Question

how to find second partial derivative of u(x,y) by using u(x+h,y) and u(x,y+h)
Please, help

Answer 1

@freckles

Answer 2

\[\dfrac{\partial^2 u}{\partial x^2} +\dfrac{\partial^2u}{\partial y}=\\\dfrac{(x-h,y)-2u(x,y)+u(x+h,y)}{h^2}+\dfrac{(x,y-h)-2u(x,y)+u(x,+hy)}{h^2}\]
But I don't know how to get it.

Answer 3

@IrishBoy123

Answer 4

well loser, the quotient rule looks to be in there

so when i've finished my nightly ablutions, i'm defo up for having a go at this. though i know that @freckles is a much safer bet than i :-)

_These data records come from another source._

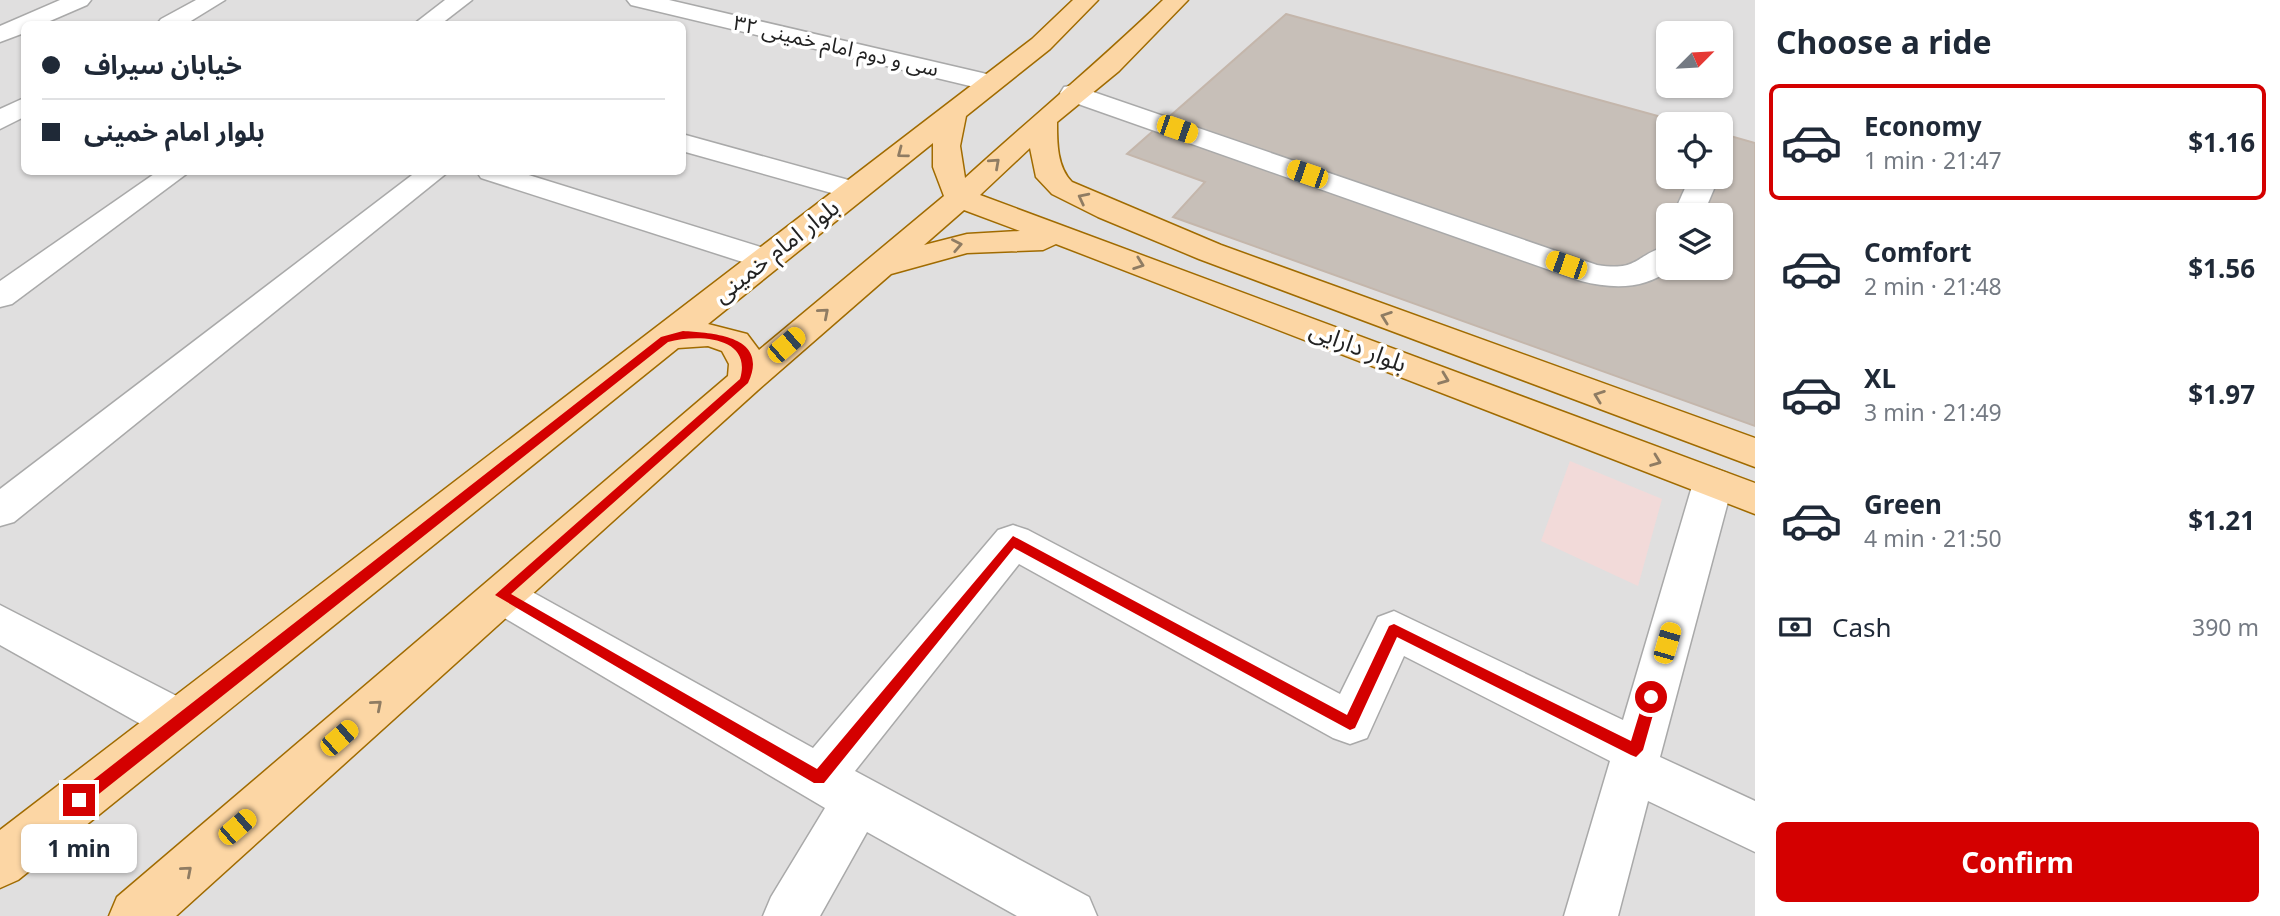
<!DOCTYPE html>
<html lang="en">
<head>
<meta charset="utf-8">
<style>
  :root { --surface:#fff; --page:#f2f2f3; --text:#1f2937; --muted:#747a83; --line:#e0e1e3; --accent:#d40000 }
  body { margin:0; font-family:"Noto Sans","Noto Sans Arabic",sans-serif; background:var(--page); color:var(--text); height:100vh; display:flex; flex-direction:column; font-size:26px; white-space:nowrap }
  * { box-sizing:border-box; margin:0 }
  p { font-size:23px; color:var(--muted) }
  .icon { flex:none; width:38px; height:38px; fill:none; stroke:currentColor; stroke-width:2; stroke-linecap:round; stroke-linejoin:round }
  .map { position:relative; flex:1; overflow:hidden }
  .drawer { display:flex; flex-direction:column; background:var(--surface); width:525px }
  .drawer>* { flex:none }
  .hud { position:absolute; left:21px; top:21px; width:665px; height:154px; border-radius:10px; box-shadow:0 2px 5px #0004; display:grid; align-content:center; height:154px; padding:0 21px; background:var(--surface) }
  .needle { width:46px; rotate:66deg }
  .controls { position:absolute; left:1656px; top:21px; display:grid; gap:14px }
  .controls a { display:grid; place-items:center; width:77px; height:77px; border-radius:10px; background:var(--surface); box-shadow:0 2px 5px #0004; font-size:35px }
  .end { position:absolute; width:32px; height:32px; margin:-16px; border:9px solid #d40000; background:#fff; box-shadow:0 0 0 4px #fff }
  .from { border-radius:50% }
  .bubble { position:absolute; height:49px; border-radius:10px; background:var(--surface); box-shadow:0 2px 5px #0004; font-size:23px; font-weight:700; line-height:49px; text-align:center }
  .car { position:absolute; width:21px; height:42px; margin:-21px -10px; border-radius:9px; box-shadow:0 0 5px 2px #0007; background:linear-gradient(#f5c518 24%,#345 0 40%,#f5c518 0 76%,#345 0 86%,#f5c518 0) }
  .hud b { display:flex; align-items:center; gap:24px; height:66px; font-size:26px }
  .hud b+b { border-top:2px solid var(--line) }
  .hud i { width:18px; height:18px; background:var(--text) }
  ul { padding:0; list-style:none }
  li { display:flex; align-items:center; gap:21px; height:116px; margin:0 14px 10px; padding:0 7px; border:4px solid transparent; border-radius:10px }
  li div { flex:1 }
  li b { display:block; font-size:26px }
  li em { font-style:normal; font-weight:700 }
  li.selected { border-color:var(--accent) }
  li>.icon { width:63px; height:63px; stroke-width:1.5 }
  h2 { padding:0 21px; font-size:32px; line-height:84px }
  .pay { display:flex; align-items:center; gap:18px; height:77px; padding:0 21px; font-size:26px }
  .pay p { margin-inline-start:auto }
  .button { display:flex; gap:14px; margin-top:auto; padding:14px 21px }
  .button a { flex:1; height:80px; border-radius:10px; background:var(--accent); color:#fff; font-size:28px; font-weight:700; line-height:80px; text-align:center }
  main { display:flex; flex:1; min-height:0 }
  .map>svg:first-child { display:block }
  .residential { fill:#e0dfdf; fill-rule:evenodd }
  .commercial { fill:#f2dad9 }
  .building { fill:#c7bfb8; stroke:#c4b6ab; stroke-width:2; fill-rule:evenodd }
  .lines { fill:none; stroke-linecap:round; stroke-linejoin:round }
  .minor-casing { stroke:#a9a9a9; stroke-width:3 }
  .major-casing { stroke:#a06b00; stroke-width:3 }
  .minor { fill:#fff; fill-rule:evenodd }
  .major { fill:#fcd6a4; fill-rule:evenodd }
  .oneway { stroke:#8f7c63 }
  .route { fill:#d40000 }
  .labels { text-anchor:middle; stroke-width:7; stroke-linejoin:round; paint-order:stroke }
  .far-street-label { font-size:21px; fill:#222; stroke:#fff }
  .street-label { font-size:24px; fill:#222; stroke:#fff }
</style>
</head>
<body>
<main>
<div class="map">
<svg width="1755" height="916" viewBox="0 0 1755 916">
  <rect width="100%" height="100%" fill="#f2efe9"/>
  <!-- residential -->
  <path class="residential" d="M0,0H1755V916H0ZM24,24H682V172H24ZM1668,33H1720V86H1668ZM1668,124H1720V177H1668ZM1668,215H1720V268H1668Z"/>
  <!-- commercial -->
  <polygon class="commercial" points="1570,461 1662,499 1638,586 1541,541"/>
  <!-- building -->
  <path class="building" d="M1286,14L1687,124H1668V177H1720V133L1755,143V426L1173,217L1205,182L1127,154ZM1668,215H1720V268H1668Z"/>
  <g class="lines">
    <!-- minor casing -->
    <g class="minor-casing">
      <g id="minor">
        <polygon points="60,0 91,0 87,5 43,24 24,24 24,33 0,42 0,26"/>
        <polygon points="196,0 225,0 186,24 157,24 161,19"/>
        <polygon points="445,0 472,0 441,24 414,24"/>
        <polygon points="627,0 669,0 991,75 1000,78 1004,83 1000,88 991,91 631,5"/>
        <path d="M1073,85L1597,265C1640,272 1635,254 1668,246V268H1672C1645,290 1613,289 1581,281L1064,99L1060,93L1064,87Z"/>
        <polygon points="24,98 24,117 0,129 0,109"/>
        <polygon points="682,134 863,184 868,190 863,196 853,199 682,151"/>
        <polygon points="157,172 189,172 12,304 0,307 0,281"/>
        <polygon points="416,172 448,172 14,522 0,526 0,489"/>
        <polygon points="477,172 519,172 777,252 782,259 777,266 766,269 755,266 481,178"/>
        <polygon points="1690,177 1719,177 1703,215 1673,215"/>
        <polygon points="1713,468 1727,473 1733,483 1660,757 1755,801 1755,852 1648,801 1618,916 1564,916 1610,761 1404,656 1367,738 1350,744 1333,738 1019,564 855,771 1089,897 1097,916 1017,916 867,832 820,916 763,916 771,897 825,808 486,607 479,595 486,583 501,577 516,583 813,748 998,530 1013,525 1028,530 1340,694 1378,617 1394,611 1623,720 1693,483 1699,473"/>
        <polygon points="0,605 196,706 203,721 196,736 179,742 162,736 0,645"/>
      </g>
    </g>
    <!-- major casing -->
    <g class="major-casing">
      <path id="major" d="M1073,0H1098L1050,49L966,116L960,146L965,178C1031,118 1099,62 1163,0H1188L1119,71L1057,122C1057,143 1057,167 1072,182L1221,245L1755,438V467L1199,259L1098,217L1052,194L1036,177L1030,148L980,195L1755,483V514L1056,244L1043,250L967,253L891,274L758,390L176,916H109L117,897L728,376L729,364L722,351L708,346L678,348L18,880L0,888V830L1032,39ZM933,143V167L944,196L759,350L747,334L708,324ZM964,210L1020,231L967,234L924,245Z"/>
    </g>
    <!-- minor -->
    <use href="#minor" class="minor"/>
    <!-- major -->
    <use href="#major" class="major"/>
  </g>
  <!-- one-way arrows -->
  <defs><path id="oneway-chevron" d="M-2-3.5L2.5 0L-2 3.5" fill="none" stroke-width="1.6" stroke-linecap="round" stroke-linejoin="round" transform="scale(1.75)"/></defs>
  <g class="oneway">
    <use href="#oneway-chevron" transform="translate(902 153) rotate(143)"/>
    <use href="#oneway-chevron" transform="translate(995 163) rotate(-42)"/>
    <use href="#oneway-chevron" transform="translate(1083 198) rotate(-153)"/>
    <use href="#oneway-chevron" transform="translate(957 245) rotate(-11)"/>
    <use href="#oneway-chevron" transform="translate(1139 264) rotate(20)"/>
    <use href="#oneway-chevron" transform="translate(824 313) rotate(-41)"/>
    <use href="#oneway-chevron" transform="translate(1386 317) rotate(-160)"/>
    <use href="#oneway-chevron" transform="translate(1444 379) rotate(21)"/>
    <use href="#oneway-chevron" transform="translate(1599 396) rotate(-160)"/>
    <use href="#oneway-chevron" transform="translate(1656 461) rotate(21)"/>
    <use href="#oneway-chevron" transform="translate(377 705) rotate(-41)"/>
    <use href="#oneway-chevron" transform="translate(187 871) rotate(-41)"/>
  </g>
  <!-- route -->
  <path class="route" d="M683,331C714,333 770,336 748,383L511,594L817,769L1013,536L1347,715L1389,626L1394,624L1631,741L1646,692H1656L1658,697L1643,750L1636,757L1631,755L1397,637L1355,728L1350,730L1014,548L824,783H814L495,595L740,379C753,336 697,334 668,342L85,805H74V795L661,337Z"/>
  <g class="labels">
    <!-- far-street labels -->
    <g class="far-street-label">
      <text transform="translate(836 46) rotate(13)" y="7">سی و دوم امام خمینی ۳۲</text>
    </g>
    <!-- street labels -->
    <g class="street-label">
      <text transform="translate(776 251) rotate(-38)" y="8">بلوار امام خمینی</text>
      <text transform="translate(1358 347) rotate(21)" y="8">بلوار دارایی</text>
    </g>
  </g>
</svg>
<div class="controls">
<a><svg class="needle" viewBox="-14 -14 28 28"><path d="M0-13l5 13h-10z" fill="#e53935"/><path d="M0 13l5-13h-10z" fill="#747a83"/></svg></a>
<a><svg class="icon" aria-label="locate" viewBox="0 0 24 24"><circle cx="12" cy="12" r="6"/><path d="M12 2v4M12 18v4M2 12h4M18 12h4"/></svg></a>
<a><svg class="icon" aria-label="layers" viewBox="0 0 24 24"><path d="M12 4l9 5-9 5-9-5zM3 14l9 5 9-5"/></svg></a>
</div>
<i class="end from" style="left:1651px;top:697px"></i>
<i class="end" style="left:79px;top:800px"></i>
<div class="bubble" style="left:21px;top:824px;width:116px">1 min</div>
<i class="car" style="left:1177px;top:129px;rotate:109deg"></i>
<i class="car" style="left:1307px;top:174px;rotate:289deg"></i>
<i class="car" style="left:1566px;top:265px;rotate:289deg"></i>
<i class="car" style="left:786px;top:345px;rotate:49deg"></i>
<i class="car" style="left:1667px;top:643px;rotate:16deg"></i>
<i class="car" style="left:339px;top:738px;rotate:49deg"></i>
<i class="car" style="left:237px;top:827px;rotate:49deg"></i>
<div class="hud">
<b><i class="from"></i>خیابان سیراف</b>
<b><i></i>بلوار امام خمینی</b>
</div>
</div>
<section class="drawer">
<h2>Choose a ride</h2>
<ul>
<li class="selected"><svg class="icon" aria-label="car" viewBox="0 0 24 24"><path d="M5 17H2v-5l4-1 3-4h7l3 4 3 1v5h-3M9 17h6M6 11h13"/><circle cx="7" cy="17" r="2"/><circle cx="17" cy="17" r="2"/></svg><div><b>Economy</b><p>1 min · 21:47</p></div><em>$1.16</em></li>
<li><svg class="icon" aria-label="car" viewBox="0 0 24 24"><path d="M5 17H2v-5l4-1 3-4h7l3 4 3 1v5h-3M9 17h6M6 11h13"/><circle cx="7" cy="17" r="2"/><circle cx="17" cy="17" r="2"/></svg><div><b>Comfort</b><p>2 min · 21:48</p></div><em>$1.56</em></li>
<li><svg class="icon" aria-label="car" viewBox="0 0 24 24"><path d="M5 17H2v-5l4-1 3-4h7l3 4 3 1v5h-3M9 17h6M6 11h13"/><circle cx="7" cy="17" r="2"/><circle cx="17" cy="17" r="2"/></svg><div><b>XL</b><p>3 min · 21:49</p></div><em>$1.97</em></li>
<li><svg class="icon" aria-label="car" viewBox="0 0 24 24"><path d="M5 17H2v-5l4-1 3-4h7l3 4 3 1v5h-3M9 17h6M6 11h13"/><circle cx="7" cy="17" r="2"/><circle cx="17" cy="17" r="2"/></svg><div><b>Green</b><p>4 min · 21:50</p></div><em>$1.21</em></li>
</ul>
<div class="pay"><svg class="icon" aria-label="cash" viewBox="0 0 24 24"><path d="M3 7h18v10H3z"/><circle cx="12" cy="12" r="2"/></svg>Cash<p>390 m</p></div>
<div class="button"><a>Confirm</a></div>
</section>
</main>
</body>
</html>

being pedantic with the red....

\[\dfrac{\partial^2 u}{\partial x^2} +\dfrac{\partial^2u}{\partial y}=\\\dfrac{\color{red}{u}(x-h,y)-2u(x,y)+u(x+h,y)}{h^2}+\dfrac{\color{red}{u}(x,y-h)-2u(x,y)+u(x,+hy)}{h^2}\]

Answer 5

Thanks anyway. I am waiting.

Answer 6

\[\lim_{h \rightarrow 0} \frac{f(x+h)-f(x)}{h}=f'(x) \]
\[f''(x)=\lim_{h \rightarrow 0} \frac{f'(x+h)-f'(x)}{h} \\ f''(x)=\lim_{h \rightarrow 0} \frac{\lim_{h \rightarrow 0} \frac{f(x+h+h)-f(x+h)}{h}-\lim_{h \rightarrow 0} \frac{f(x+h)-f(x)}{h}}{h}\]

Answer 7

\[f''(x)=\lim_{h \rightarrow 0} \frac{f(x+2h)-f(x+h)-f(x+h)+f(x)}{h^2 } \\ f''(x)=\lim_{h \rightarrow 0} \frac{f(x+2h)-2 f(x+h)+f(x)}{h^2}\]

so looks like we need to show this is equivalent to
\[f''(x)=\lim_{h \rightarrow 0}\frac{f(x+h)-2f(x)+f(x-h)}{h^2}\]
based on what you have above...

Answer 8

I'm thinking you might want to try a sub

Answer 9

yes a sub seems to work

Answer 10

Thanks a lot. I think I got it.